Ainsworth saw this link back in the 1980s as he watched Salt Lake City's downtown redevelopment displace many residents of razed low-income housing units. Once these people lost easy proximity to downtown jobs, many sank into homelessness, taxing social service agencies.
With a federal grant, Ainsworth opened a tiny clinic in a local community center's closet.
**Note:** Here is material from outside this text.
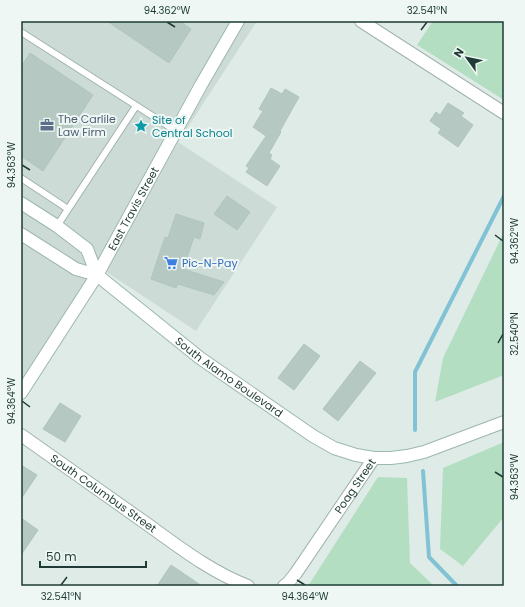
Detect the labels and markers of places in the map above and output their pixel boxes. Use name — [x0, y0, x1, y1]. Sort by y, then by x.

Initially, a part-time nurse did "triage" — initial evaluation and diagnosis — and passed patients on, primarily to hospitals, for treatment.
In the more than 20 years since, Fourth Street Clinic has become a comprehensive health care facility offering coordinated primary care, behavioral health, specialty care and pharmacy services, all on site. Rather than spending weeks shuttling from one facility to the next, patients see nearly all of their health care needs, right down to check-ups, met in one place.
The clinic has other community benefits, as well. What initially started as a temporary housing facility to help homeless patients infected with tuberculosis finish the required one-year treatment regimen grew into the Gregson Apartments, a 16-unit temporary housing program that helps patients recover from serious illnesses — an inspiration for other local low-income housing.
In addition, the clinic serves as a valuable source of real-life, hands-on experience for medical students at the University of Utah, nearly all of whom treat their first real patients at Fourth Street Clinic.